The lineup includes an Oct. 5 screening of Una Noche, written and directed by Lucy Molloy, who screened her first film at the inaugural BFF in 2008. The film follows three teenagers escaping from Havana to Miami, and won three awards in the narrative feature category at the 2012 Tribeca Film Festival.
Works from Bushwick filmmakers Brett Glass (The Misadventures of Incredible Dr. Wonderfoot) and Natalia Leite (The Game) and animator Morgan Miller (Woman Who Hates Plants) are part of the Oct. 6 short film program. Feature films include an Oct. 5 screening of the drama Roxie and an Oct. 6 showing of the eco-documentary Elemental.
Ten percent of ticket sales from the festival will go to Rainbow Town, a home in Liberia for children orphaned and displaced by civil war and the subject of a 2010 documentary of the same name.

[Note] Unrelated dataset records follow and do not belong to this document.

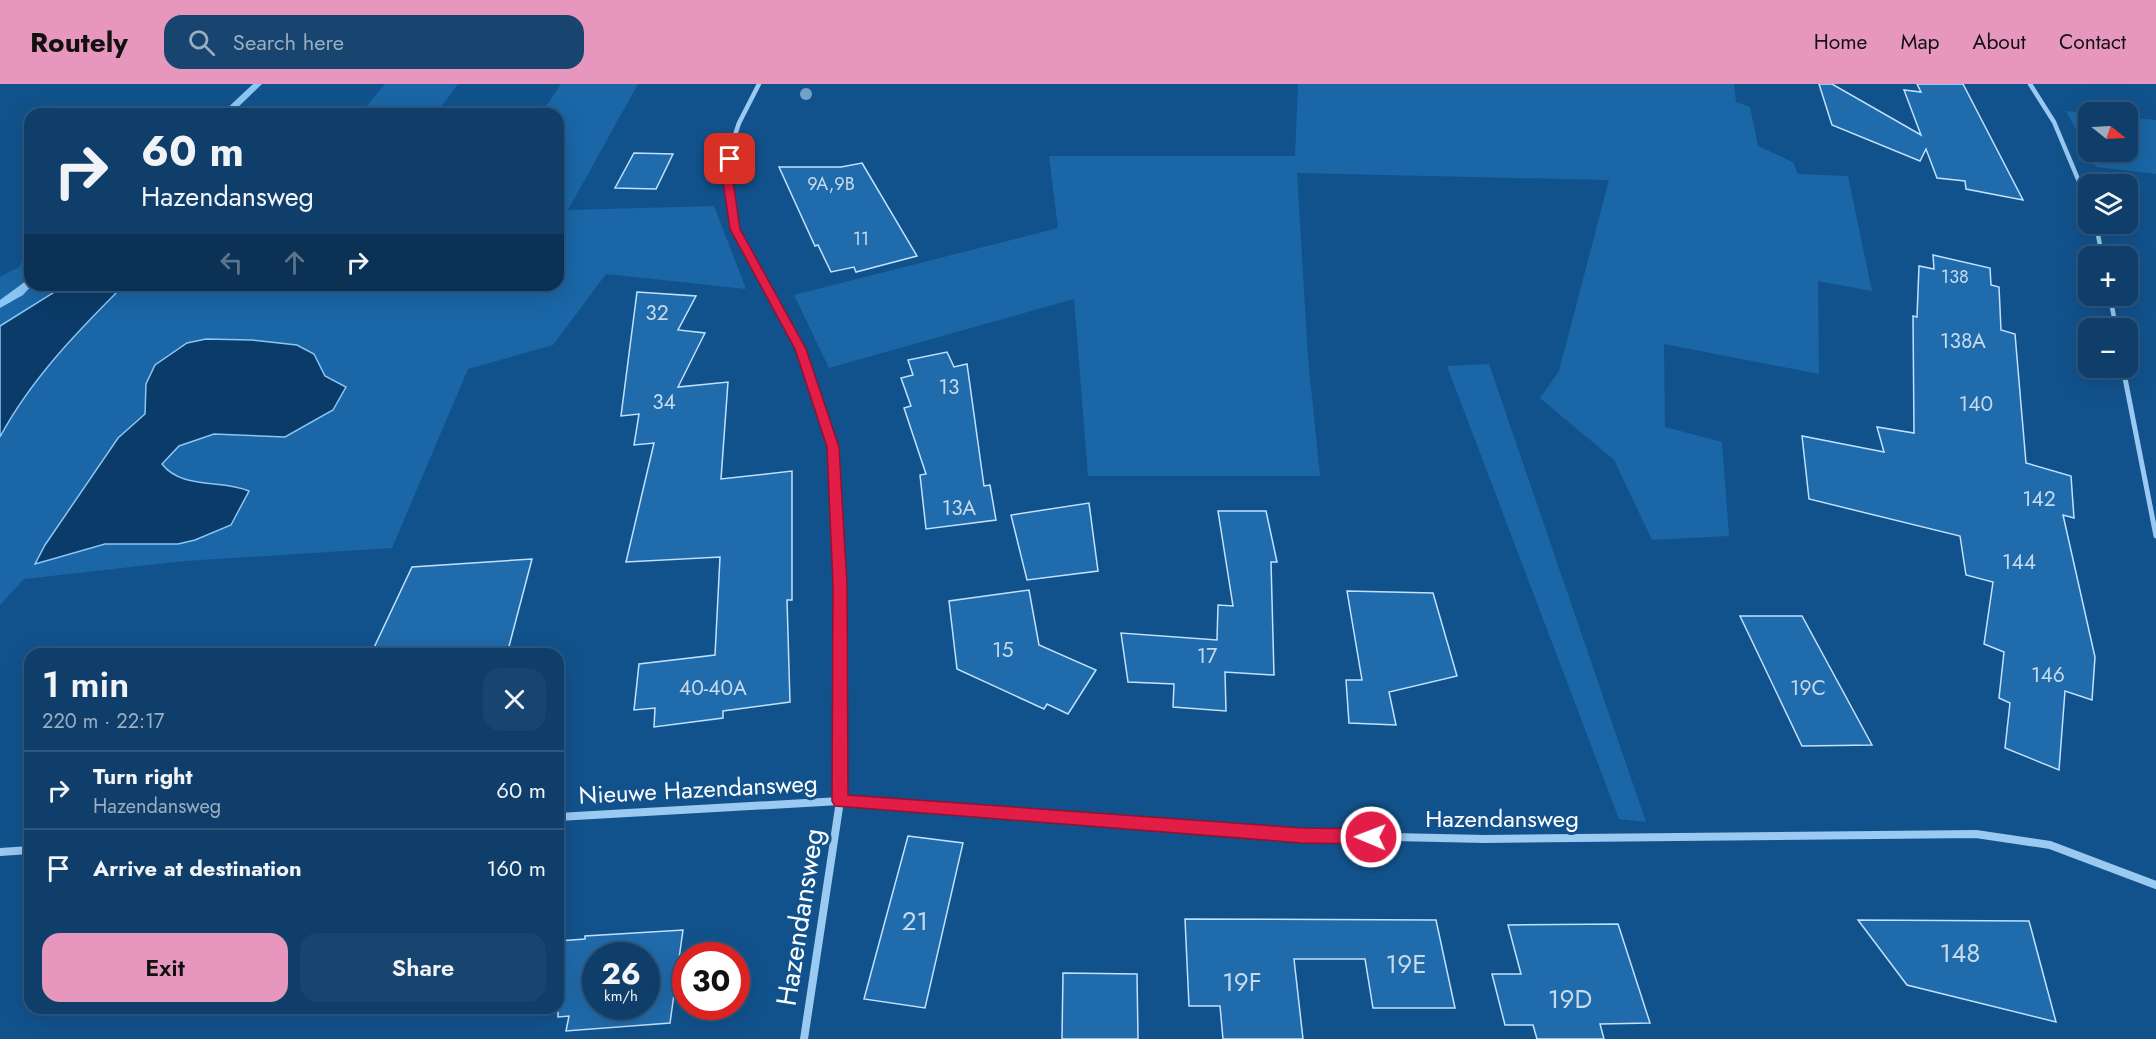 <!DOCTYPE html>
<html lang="en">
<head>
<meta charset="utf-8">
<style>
	:root { --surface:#0e3e69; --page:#17456f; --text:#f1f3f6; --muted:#9baec0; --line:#2e577d; --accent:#e797bd }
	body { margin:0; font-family:Jost,sans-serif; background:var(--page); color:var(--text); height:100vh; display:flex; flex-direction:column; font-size:22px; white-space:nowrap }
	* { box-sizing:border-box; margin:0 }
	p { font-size:20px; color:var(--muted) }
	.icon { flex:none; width:33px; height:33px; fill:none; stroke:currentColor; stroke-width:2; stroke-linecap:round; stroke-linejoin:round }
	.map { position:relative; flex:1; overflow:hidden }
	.side { position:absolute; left:24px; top:564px; width:540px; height:366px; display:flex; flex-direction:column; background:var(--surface); border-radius:18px; box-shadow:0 6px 24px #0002,0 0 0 2px var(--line) }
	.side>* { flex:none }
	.guide { position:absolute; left:24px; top:24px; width:540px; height:183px; border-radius:18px; box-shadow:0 6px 24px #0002,0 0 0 2px var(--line); background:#0e3e69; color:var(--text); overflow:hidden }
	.needle { width:39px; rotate:108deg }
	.tools { position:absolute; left:2078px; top:18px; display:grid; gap:12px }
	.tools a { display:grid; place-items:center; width:60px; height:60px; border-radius:12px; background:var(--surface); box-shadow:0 6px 24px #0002,0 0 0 2px var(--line); font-size:30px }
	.speed { position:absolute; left:582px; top:858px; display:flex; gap:12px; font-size:30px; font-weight:700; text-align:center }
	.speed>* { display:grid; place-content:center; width:78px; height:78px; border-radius:50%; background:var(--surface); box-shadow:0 6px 24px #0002,0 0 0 2px var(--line); line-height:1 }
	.speed small { font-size:15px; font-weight:400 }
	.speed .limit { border:9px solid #d22; background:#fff; color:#111 }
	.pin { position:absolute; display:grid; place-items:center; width:51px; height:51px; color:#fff; margin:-26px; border-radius:12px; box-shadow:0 3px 9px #0006 }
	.me { position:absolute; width:66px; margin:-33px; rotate:271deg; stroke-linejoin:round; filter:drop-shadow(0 0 4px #0008) }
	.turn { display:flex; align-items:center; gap:21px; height:126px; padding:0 18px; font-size:27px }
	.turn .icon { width:78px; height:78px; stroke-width:2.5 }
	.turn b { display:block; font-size:42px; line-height:51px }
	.lanes { display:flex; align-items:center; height:57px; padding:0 18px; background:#0003; justify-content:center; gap:30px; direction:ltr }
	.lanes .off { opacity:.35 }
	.round { display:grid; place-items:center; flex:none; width:63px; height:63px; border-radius:18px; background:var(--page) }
	.overview { display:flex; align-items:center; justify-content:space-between; height:102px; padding:0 18px }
	h1 { font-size:36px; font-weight:600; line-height:45px }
	.action { display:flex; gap:12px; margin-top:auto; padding:12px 18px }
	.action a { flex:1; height:69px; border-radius:18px; background:var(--accent); color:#111; font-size:24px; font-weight:600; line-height:69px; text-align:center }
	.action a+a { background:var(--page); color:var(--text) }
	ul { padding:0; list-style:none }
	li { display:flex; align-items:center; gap:18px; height:78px; padding:0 18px; border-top:2px solid var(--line) }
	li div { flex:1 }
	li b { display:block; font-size:22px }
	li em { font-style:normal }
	header { display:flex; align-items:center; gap:36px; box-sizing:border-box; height:84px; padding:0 30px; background:var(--accent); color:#111 }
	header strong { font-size:28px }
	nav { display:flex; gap:33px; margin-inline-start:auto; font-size:21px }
	.search { width:420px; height:54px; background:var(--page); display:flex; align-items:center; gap:15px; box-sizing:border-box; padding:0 21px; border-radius:18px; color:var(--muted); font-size:22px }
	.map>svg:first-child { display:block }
	.green { fill:#1a66a6; fill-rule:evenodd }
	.water { fill:#0b3b68; stroke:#8cc6f4; stroke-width:1.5 }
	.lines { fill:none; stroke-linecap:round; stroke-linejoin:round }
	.stream { fill:#8cc6f4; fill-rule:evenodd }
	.building { fill:#206bac; stroke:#c1e1fc; stroke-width:1.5; fill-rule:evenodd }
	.street-far2 { stroke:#9ac9f1; stroke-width:4.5 }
	.street-far1 { stroke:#9ac9f1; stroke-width:5 }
	.street { stroke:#9ac9f1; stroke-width:8 }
	.tree { fill:#72a1ca }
	.route { fill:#e11d48; stroke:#92132f; stroke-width:1.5 }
	.labels { text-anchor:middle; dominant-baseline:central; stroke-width:6; stroke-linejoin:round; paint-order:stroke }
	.far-number-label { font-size:18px; fill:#c7daea }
	.number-label { font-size:21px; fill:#c7daea }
	.street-label { font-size:24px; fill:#fff; stroke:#12528c }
	.near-number-label { font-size:26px; fill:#c7daea }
	.near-street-label { font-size:28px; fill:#fff; stroke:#12528c }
</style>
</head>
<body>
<header>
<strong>Routely</strong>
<div class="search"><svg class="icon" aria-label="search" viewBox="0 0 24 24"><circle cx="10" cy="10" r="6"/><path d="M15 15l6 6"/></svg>Search here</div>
<nav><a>Home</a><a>Map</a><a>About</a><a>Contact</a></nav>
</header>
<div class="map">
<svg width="2156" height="955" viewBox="0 0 2156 955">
	<rect width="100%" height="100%" fill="#12528c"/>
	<!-- green -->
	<g class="green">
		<polygon points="385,0 458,0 436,30 360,30"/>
		<path d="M561 0H638L568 126 714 122 746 205 606 190 553 261 468 285 392 464 185 477 24 495 0 521V353L34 299 92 233 124 201H558V30H541ZM207 255 252 256 314 270 325 292 346 303 333 326 286 353 214 350 179 362 162 380C184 405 221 394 249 407L239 425 195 456 179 460H105L36 480 45 461 118 354 145 330 146 300 187 259Z"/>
		<polygon points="1298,0 1734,0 1736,18 1750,23 1758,62 1793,78 1798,90 1848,92 1872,207 1818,197 1819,290 1664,260 1665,343 1722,358 1729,452 1652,456 1614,376 1540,314 1559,287 1609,96 1297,89 1308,274 1320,392 1088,392 1074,215 829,284 794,211 1058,144 1049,72 1295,72"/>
		<polygon points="2066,27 2088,29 2088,68 2127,68 2127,33 2156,36 2156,90 2096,83"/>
		<polygon points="30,160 30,201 59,201 53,209 0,242 0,193 19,183"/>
		<polygon points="1489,280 1646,738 1619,735 1447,282"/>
	</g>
	<!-- water -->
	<g class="water">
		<path d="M59 201H124C78 247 31 295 0 353V242L53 209Z"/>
		<path d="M206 255 252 256 297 261 314 270 325 292 346 303 333 326 285 353 214 350 179 362 162 380C182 406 222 395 249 407L231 441 195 456 178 460H105L35 480 45 461 118 354 145 330 146 300 155 281 187 259Z"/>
	</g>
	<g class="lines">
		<!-- stream -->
		<g class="stream">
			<polygon points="253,0 262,0 231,30 221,30"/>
			<polygon points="30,194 30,201 32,201 23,211 0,224 0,216"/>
		</g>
	</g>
	<!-- building -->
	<g class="building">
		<polygon points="1819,0 1832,0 1921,51 1904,6 1921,8 1917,0 1963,0 2023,116 1966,105 1965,97 1937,94 1926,65 1920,77 1832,41"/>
		<polygon points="634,69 673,70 656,105 615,104"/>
		<polygon points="862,79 917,172 856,188 854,183 831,188 818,161 815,162 779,83 841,83"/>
		<polygon points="1933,171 1990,184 1991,201 1999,203 2001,246 2015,250 2026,379 2071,392 2074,434 2063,431 2095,573 2092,616 2065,607 2059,686 2005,664 2010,619 1999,614 2004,568 1984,560 1993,498 1966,491 1960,452 1809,415 1802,352 1884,368 1877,343 1914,349 1913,232 1917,233 1919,182 1934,185"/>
		<polygon points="637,208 696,212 678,246 705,249 678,303 728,298 721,395 792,387 792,516 787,516 790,618 723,627 723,634 654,643 655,624 634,626 639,580 715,571 720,473 626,478 654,359 634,361 639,330 621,332"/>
		<polygon points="947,268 954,283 967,280 984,402 990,401 996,436 926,445 920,391 926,390 904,324 911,322 901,294 913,291 908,276"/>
		<polygon points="1089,419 1098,487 1027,496 1011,431"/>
		<polygon points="1218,427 1266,427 1277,478 1271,478 1274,591 1225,588 1226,627 1173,623 1174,600 1128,598 1121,549 1217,556 1218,521 1233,522"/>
		<polygon points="532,475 507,570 371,570 412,483"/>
		<polygon points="1029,506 1039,561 1096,586 1068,630 1047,620 1044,625 957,585 949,517"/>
		<polygon points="1347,507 1433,509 1457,592 1389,608 1396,641 1349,639 1346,596 1362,596"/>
		<polygon points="1740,532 1802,532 1872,661 1802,662"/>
		<polygon points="908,752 963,759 925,924 864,915"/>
		<polygon points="1185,835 1436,836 1455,924 1373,924 1365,875 1294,875 1303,955 1223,955 1220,922 1189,922"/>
		<polygon points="1858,836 2029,837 2056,938 1907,901"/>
		<polygon points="1618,840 1650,939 1600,940 1604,955 1537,955 1533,941 1505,941 1492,890 1521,890 1508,841"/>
		<path d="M683 846 670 939 566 947 569 932 558 933V857L585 855V852ZM596 872H646V922H596Z"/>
		<polygon points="1063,889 1137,890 1138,955 1062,955"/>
	</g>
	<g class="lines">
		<!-- street-far2 -->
		<g class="street-far2">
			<polyline points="759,0 739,39 732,60 727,90 735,145 789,245"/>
			<polyline points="2030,0 2054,38 2088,119"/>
			<polyline points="2096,140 2102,172"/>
			<polyline points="2110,212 2116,244"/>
		</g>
		<!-- street-far1 -->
		<g class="street-far1">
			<polyline points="788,244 800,265 833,363 840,501 840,557"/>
			<polyline points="2123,284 2156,452"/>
		</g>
		<!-- street -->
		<g class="street">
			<polyline points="558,733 840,717 1302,751 1485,755 1976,750 2050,761 2156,801"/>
			<polyline points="0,768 30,766"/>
			<polyline points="804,955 840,717 840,556"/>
		</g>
	</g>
	<!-- trees -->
	<circle class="tree" cx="806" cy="10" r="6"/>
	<!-- route -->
	<polygon class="route" points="726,73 734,75 732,90 740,145 806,265 839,363 847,501 848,711 1302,744 1371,745 1377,748 1379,753 1377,758 1371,760 1302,759 835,722 832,717 833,501 827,363 795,265 730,145 722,90"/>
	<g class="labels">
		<!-- far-number labels -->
		<g class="far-number-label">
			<text x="831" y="100">9A,9B</text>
			<text x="861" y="155">11</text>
			<text x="1955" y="193">138</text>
		</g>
		<!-- number labels -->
		<g class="number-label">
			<text x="657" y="229">32</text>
			<text x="1963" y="257">138A</text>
			<text x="949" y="303">13</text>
			<text x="664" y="318">34</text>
			<text x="1976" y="320">140</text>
			<text x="2039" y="415">142</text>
			<text x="959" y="424">13A</text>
			<text x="2019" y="478">144</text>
			<text x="1003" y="566">15</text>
			<text x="1207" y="572">17</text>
			<text x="2048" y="591">146</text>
			<text x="713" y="604">40-40A</text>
			<text x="1808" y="604">19C</text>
		</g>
		<!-- street labels -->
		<g class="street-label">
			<text transform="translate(698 705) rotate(-3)">Nieuwe Hazendansweg</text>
			<text x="1502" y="734">Hazendansweg</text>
		</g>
		<!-- near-number labels -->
		<g class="near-number-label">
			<text x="915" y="837">21</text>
			<text x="1960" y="869">148</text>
			<text x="1406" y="880">19E</text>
			<text x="1242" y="898">19F</text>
			<text x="1570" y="915">19D</text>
		</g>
		<!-- near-street labels -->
		<g class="near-street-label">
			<text transform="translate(800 833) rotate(-81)">Hazendansweg</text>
		</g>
	</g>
</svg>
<div class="tools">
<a><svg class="needle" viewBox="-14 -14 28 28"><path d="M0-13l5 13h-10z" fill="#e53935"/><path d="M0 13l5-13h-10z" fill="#9baec0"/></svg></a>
<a><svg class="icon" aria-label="layers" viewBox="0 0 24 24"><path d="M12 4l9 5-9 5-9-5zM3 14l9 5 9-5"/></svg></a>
<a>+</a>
<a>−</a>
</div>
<div class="speed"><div>26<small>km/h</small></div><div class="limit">30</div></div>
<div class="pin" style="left:730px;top:75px;background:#d93025"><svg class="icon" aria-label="arrive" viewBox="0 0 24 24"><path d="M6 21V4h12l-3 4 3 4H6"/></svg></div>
<svg class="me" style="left:1371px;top:753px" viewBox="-20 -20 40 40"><circle r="17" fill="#e11d48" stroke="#fff" stroke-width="3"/><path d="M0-11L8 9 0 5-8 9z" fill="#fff"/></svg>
<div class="guide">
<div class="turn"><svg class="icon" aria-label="right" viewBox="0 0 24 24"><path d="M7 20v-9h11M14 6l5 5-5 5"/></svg><div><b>60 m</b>Hazendansweg</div></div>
<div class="lanes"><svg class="icon off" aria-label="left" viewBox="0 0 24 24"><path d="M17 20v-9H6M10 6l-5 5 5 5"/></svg><svg class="icon off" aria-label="ahead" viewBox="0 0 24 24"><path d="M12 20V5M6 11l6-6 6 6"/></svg><svg class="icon" aria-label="right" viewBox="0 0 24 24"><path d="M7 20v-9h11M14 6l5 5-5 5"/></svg></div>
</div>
<section class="side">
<div class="overview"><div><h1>1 min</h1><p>220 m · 22:17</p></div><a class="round"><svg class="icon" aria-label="close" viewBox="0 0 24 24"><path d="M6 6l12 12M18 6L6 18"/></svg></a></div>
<ul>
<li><svg class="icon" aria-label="right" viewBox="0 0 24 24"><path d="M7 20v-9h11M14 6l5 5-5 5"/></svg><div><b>Turn right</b><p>Hazendansweg</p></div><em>60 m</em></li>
<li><svg class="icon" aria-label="arrive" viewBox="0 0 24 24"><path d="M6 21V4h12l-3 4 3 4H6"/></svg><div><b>Arrive at destination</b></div><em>160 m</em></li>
</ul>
<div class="action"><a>Exit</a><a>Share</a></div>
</section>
</div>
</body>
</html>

A New Media Interactive Day on Oct. 5 has been added to this year’s festival lineup, with an expert panel, followed by a screening of film projects, including The Taxi Takes on the World, a collection of conversations between cab drivers and passengers; Colorism, a documentary that explores discrimination; and Surveillance Siddhi, a short film based on an MIT-developed algorithm that gives a visual representation for human emotion. The new media portion of the festival also features three web series, including East WillyB, based on the Latino community in Bushwick.
Kotee and BFF partner Meenakshi Thirukode also recently launched a program called Bushwick Diaries, which encourages people to share their stories about Bushwick on the social media and storytelling platform Cowbird. Next spring, they’ll expand the festival’s community outreach with a six-week youth film program, an adult indie film school and a course to educate small business owners on the use of social media.
Kotee hopes to have a positive impact on how Bushwick develops. “I thought that I had not only the ability to do that, but I was really passionate about it,” she says. “That’s why I fell in love with Bushwick and I could use everything I had to contribute—filmmaking and storytelling.”